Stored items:
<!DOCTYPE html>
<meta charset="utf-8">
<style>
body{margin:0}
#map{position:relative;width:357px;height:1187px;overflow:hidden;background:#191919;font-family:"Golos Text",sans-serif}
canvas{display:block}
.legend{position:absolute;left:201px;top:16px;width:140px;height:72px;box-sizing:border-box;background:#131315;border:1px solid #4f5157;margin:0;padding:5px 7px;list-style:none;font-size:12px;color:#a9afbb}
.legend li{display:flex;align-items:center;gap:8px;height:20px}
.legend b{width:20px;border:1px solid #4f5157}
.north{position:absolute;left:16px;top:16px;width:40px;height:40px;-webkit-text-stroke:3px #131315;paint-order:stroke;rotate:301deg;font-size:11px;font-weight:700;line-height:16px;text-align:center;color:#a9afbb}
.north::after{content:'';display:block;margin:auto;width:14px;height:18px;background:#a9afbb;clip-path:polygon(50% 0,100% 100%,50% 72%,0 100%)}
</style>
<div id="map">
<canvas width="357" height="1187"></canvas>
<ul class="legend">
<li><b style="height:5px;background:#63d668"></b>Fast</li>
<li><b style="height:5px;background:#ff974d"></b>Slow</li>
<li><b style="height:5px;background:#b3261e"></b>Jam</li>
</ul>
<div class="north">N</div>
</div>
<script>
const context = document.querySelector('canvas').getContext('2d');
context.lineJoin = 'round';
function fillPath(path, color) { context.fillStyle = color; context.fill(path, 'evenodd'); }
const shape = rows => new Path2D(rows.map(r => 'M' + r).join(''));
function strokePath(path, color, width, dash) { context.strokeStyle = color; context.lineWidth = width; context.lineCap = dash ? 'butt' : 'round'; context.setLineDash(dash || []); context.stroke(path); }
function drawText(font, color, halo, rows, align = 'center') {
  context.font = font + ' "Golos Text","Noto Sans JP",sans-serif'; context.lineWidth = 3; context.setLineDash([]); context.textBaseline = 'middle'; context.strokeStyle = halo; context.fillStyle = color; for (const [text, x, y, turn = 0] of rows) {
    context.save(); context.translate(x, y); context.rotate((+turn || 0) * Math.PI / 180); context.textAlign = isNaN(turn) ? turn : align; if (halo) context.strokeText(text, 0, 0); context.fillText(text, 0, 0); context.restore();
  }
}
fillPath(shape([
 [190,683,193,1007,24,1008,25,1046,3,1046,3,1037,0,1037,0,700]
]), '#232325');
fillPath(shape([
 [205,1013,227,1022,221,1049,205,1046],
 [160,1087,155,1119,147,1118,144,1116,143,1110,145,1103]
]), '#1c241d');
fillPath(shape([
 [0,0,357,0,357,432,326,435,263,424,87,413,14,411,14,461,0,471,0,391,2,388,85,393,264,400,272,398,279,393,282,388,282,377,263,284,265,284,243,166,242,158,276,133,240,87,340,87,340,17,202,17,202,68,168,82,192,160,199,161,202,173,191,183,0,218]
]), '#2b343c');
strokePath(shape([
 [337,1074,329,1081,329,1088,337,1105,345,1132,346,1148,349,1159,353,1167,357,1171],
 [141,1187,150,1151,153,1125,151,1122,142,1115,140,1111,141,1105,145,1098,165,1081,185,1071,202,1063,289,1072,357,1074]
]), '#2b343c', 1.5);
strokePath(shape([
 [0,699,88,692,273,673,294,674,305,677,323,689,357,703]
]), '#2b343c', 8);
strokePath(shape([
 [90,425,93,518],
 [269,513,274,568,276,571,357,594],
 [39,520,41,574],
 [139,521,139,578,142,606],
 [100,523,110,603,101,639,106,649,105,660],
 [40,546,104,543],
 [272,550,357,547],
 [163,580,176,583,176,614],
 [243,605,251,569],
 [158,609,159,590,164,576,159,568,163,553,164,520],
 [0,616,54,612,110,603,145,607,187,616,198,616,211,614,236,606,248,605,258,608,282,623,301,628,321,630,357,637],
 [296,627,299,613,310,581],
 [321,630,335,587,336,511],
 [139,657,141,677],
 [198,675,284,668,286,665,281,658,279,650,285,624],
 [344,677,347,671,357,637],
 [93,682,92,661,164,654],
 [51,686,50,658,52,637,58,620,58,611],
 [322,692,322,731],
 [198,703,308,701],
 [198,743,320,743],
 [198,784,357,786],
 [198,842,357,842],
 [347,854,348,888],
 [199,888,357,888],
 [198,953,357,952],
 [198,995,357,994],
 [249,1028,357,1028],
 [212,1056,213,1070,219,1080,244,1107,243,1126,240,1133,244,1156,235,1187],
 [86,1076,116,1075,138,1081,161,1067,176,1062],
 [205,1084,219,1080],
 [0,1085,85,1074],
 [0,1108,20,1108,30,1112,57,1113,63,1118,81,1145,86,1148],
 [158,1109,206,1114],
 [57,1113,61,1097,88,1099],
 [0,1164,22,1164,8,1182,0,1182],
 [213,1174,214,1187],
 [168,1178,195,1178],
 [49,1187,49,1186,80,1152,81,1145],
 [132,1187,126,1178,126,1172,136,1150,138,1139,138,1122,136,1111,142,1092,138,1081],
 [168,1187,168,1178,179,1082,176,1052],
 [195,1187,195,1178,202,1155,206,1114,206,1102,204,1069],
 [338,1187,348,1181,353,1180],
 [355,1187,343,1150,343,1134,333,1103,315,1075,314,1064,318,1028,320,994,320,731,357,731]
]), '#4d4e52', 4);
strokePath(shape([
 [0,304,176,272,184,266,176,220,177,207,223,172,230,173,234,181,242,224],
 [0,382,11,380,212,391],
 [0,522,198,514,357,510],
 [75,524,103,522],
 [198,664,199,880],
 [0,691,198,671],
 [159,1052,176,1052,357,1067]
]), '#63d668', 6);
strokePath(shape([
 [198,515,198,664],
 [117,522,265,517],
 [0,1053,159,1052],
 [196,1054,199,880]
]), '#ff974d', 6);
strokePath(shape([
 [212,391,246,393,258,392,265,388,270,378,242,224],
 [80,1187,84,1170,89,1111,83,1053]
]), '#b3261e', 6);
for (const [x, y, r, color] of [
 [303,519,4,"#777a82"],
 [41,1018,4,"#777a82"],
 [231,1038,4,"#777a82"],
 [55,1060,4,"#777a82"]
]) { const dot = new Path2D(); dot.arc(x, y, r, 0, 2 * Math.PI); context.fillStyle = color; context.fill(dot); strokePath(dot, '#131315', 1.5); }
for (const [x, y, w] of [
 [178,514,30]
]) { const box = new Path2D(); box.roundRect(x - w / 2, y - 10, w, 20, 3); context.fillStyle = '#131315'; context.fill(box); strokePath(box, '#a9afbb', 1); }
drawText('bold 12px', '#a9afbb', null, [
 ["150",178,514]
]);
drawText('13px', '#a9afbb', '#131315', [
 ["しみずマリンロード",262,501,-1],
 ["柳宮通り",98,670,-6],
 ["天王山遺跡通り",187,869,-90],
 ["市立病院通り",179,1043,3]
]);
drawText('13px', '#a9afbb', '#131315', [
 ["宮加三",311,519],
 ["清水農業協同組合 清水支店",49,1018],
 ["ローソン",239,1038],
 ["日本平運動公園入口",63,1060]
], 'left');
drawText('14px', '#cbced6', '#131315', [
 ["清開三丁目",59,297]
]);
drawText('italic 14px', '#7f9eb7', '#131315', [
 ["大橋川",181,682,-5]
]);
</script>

== Prompt ==
Set down the line that contains "2 * Math.PI);" exactly. Do the same for each later line of the data, through the end, and add nothing.

== Result of the task ==
]) { const dot = new Path2D(); dot.arc(x, y, r, 0, 2 * Math.PI); context.fillStyle = color; context.fill(dot); strokePath(dot, '#131315', 1.5); }
for (const [x, y, w] of [
 [178,514,30]
]) { const box = new Path2D(); box.roundRect(x - w / 2, y - 10, w, 20, 3); context.fillStyle = '#131315'; context.fill(box); strokePath(box, '#a9afbb', 1); }
drawText('bold 12px', '#a9afbb', null, [
 ["150",178,514]
]);
drawText('13px', '#a9afbb', '#131315', [
 ["しみずマリンロード",262,501,-1],
 ["柳宮通り",98,670,-6],
 ["天王山遺跡通り",187,869,-90],
 ["市立病院通り",179,1043,3]
]);
drawText('13px', '#a9afbb', '#131315', [
 ["宮加三",311,519],
 ["清水農業協同組合 清水支店",49,1018],
 ["ローソン",239,1038],
 ["日本平運動公園入口",63,1060]
], 'left');
drawText('14px', '#cbced6', '#131315', [
 ["清開三丁目",59,297]
]);
drawText('italic 14px', '#7f9eb7', '#131315', [
 ["大橋川",181,682,-5]
]);
</script>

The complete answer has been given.